[Exercise inputs Boundary: Start]

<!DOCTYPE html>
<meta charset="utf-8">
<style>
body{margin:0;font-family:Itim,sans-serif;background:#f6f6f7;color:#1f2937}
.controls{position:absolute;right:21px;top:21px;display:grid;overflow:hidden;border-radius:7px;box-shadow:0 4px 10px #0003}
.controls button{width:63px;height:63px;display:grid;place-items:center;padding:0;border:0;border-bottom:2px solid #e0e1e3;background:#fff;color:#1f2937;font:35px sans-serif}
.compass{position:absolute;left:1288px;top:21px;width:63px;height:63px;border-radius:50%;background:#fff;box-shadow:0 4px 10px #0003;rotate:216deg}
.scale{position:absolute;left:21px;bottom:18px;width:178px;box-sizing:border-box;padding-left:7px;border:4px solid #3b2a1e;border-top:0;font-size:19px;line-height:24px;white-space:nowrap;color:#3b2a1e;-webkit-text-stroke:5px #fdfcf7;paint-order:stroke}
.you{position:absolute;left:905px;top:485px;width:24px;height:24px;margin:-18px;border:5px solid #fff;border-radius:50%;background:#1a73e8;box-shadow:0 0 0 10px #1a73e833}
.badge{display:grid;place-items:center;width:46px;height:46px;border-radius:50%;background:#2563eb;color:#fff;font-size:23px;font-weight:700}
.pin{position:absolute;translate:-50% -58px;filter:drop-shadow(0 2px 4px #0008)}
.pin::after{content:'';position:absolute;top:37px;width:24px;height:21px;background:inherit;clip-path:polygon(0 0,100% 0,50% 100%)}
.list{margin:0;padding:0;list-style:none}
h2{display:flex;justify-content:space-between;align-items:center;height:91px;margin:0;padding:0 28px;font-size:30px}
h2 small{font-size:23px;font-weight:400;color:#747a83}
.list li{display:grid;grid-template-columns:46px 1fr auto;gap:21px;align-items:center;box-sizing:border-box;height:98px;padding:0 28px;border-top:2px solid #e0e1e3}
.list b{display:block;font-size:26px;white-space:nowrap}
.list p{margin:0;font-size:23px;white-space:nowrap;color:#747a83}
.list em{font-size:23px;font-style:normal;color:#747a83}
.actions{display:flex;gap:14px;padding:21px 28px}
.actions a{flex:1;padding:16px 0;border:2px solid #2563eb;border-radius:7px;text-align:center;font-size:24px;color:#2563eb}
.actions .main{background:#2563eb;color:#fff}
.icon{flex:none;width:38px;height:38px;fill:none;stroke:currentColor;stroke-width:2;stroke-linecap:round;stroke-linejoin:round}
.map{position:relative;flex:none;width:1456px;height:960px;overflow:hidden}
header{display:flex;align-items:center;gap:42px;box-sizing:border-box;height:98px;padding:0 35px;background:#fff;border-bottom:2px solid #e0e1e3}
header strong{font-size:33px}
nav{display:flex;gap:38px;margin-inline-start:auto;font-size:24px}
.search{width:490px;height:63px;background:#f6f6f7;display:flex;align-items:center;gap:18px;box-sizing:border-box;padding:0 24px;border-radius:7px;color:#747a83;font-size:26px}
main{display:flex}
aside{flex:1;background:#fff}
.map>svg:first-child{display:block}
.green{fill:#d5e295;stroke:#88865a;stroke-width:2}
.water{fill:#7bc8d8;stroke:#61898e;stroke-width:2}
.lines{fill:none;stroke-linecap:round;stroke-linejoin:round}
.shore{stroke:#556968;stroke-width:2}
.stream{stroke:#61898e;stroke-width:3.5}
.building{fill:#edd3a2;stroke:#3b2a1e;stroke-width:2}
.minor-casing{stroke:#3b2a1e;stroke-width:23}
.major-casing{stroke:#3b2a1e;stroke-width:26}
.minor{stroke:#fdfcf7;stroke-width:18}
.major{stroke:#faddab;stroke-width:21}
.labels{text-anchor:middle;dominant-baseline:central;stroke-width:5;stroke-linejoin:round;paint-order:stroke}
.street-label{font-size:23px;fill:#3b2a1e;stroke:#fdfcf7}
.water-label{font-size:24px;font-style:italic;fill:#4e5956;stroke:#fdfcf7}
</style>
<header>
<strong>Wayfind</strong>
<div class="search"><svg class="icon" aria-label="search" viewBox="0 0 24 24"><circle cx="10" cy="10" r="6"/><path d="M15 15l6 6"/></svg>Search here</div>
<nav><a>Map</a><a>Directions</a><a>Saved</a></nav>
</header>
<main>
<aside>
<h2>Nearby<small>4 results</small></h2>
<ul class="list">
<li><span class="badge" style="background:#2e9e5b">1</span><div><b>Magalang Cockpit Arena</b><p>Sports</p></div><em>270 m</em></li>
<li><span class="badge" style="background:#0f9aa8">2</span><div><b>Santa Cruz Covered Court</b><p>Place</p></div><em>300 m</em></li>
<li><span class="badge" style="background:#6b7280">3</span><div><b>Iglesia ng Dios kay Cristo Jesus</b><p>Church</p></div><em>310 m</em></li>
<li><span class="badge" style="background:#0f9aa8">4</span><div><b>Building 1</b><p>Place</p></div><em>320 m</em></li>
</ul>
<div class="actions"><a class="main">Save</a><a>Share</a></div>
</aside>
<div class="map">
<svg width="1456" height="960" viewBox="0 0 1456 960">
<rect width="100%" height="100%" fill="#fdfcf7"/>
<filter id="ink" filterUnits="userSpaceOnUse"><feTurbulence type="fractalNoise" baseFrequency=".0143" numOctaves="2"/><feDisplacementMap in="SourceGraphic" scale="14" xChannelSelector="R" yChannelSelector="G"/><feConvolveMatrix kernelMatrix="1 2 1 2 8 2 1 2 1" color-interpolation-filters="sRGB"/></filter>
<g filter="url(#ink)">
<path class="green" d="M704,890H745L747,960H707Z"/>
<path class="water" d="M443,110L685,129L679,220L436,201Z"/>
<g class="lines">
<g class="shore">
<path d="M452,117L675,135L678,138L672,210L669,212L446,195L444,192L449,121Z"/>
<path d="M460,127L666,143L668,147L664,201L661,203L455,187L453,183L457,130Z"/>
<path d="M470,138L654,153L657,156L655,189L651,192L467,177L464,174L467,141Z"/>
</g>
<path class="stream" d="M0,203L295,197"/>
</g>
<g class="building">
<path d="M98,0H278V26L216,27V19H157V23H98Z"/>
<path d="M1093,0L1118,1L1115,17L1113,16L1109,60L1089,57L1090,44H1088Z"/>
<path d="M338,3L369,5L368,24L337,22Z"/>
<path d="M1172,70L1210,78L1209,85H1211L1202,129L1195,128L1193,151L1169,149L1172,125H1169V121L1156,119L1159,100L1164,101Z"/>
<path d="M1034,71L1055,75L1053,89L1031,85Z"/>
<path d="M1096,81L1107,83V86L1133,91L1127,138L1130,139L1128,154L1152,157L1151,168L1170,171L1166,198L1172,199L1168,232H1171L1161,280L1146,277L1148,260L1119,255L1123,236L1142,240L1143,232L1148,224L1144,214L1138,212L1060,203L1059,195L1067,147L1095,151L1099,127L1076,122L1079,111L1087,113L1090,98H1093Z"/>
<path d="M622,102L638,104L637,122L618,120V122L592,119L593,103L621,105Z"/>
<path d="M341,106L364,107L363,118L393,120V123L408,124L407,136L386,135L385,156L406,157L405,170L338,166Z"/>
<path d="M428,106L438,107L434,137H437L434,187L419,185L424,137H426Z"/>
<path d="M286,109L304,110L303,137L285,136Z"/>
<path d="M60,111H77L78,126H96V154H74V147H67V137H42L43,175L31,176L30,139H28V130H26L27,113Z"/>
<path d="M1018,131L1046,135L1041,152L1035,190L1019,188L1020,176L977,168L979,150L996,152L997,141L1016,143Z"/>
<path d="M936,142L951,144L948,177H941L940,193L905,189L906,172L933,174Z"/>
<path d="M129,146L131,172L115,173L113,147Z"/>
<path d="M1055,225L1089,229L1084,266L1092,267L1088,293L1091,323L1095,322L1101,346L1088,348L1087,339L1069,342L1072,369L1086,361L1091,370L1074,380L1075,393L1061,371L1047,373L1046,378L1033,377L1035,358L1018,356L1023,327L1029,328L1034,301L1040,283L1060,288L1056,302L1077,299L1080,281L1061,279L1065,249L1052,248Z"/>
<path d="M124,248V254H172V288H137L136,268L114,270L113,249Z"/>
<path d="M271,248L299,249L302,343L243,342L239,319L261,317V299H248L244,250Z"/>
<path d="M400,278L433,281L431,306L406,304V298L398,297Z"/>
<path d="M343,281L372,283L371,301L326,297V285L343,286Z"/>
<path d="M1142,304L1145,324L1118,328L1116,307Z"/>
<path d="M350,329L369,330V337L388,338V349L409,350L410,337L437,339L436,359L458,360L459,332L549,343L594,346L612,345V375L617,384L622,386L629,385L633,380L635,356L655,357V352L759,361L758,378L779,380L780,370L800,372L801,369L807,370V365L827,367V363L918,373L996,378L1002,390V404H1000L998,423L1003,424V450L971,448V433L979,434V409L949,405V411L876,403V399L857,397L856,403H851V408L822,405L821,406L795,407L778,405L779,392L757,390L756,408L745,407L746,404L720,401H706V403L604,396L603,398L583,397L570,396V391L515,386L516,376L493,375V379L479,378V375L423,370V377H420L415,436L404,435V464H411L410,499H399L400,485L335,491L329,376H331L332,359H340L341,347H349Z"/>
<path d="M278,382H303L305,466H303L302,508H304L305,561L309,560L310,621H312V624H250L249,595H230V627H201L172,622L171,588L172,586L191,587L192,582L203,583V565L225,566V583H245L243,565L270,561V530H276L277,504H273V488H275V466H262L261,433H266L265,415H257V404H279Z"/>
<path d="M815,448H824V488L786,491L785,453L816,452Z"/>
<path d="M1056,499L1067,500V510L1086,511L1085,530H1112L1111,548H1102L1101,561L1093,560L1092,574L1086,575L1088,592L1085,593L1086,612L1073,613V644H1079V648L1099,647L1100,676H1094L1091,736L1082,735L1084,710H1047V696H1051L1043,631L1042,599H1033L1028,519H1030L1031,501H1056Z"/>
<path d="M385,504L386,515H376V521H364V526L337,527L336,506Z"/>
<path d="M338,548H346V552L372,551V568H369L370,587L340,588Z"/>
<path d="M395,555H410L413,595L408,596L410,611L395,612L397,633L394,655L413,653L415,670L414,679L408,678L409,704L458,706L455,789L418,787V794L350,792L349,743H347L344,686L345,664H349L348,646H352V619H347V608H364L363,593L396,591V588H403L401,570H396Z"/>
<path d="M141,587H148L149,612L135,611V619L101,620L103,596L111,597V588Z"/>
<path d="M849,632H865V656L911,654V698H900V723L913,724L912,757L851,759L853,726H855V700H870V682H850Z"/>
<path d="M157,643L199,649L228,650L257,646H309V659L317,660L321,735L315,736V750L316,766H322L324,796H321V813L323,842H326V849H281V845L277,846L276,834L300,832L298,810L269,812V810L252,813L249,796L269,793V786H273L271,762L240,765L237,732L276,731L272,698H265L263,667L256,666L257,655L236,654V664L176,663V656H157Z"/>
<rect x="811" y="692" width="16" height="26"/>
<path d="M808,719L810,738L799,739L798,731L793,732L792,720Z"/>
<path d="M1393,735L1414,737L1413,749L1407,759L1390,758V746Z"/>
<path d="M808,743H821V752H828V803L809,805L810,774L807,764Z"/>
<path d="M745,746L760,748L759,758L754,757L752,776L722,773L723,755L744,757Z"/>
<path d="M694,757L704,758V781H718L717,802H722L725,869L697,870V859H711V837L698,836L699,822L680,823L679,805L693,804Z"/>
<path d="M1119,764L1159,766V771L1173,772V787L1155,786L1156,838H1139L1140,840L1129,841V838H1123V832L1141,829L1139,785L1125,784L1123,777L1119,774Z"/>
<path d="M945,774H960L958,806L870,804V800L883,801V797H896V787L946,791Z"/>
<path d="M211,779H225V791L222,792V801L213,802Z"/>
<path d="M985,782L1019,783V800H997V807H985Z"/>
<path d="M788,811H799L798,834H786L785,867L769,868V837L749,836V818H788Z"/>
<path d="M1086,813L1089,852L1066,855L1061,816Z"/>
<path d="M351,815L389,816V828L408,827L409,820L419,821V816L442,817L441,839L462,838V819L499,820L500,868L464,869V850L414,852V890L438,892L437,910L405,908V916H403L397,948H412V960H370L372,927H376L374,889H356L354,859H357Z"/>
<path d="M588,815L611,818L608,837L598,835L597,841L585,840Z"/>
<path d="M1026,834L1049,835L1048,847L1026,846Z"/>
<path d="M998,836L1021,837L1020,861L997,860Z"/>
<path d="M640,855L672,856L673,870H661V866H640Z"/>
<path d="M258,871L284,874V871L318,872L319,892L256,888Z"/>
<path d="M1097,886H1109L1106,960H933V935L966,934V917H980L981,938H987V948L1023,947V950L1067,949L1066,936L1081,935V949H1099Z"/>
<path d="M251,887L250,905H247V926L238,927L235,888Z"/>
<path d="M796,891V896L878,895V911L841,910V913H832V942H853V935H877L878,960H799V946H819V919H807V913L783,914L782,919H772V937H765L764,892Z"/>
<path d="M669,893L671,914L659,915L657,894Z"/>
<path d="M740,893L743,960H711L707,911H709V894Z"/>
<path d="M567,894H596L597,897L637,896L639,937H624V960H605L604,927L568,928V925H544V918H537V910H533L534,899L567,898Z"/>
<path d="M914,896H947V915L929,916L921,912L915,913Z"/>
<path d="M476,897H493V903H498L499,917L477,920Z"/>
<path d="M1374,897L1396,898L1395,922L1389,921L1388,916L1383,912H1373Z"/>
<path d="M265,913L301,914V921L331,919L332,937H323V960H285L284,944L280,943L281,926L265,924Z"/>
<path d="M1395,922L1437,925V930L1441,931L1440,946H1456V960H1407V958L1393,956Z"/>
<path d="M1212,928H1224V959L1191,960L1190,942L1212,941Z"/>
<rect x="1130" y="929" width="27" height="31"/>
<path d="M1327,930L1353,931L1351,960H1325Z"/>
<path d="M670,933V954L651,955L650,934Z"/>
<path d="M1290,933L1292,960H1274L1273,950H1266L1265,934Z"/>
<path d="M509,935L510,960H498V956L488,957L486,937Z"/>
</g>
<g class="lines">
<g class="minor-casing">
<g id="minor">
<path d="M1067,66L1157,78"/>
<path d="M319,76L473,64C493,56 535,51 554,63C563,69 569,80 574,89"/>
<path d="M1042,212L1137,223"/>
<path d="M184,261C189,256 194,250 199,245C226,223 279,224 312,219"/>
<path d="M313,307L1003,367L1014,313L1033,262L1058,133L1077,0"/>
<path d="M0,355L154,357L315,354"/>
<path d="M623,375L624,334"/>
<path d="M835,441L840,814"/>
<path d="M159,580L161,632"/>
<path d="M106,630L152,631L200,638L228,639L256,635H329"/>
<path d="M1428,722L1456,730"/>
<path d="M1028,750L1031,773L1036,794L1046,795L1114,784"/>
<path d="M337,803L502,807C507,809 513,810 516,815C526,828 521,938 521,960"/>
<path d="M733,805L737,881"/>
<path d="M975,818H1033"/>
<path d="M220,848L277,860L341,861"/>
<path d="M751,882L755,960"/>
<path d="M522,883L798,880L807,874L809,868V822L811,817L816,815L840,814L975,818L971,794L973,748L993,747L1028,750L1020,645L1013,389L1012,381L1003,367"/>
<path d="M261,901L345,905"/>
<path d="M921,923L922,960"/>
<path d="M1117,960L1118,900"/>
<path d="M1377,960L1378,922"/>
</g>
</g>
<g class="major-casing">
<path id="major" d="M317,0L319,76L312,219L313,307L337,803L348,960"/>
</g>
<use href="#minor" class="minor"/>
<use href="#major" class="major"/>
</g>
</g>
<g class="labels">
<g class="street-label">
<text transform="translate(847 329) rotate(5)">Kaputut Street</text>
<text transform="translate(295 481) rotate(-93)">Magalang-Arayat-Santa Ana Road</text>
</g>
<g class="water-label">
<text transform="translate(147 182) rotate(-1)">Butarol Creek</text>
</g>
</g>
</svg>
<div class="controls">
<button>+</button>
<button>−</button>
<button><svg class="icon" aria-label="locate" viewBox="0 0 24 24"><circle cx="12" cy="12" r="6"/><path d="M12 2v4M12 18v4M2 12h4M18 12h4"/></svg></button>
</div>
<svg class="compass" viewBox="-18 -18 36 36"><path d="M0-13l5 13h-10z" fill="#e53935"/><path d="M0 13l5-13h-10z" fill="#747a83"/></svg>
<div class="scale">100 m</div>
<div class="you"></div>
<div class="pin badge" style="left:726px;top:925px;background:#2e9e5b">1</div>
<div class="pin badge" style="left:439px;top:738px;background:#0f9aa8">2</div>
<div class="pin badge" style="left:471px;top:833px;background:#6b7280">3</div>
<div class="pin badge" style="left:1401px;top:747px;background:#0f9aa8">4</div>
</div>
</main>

[Exercise inputs Boundary: End]

For each line above that contains the word "shadow", make a copy.

> _Answer section_:
.controls{position:absolute;right:21px;top:21px;display:grid;overflow:hidden;border-radius:7px;box-shadow:0 4px 10px #0003}
.compass{position:absolute;left:1288px;top:21px;width:63px;height:63px;border-radius:50%;background:#fff;box-shadow:0 4px 10px #0003;rotate:216deg}
.you{position:absolute;left:905px;top:485px;width:24px;height:24px;margin:-18px;border:5px solid #fff;border-radius:50%;background:#1a73e8;box-shadow:0 0 0 10px #1a73e833}
.pin{position:absolute;translate:-50% -58px;filter:drop-shadow(0 2px 4px #0008)}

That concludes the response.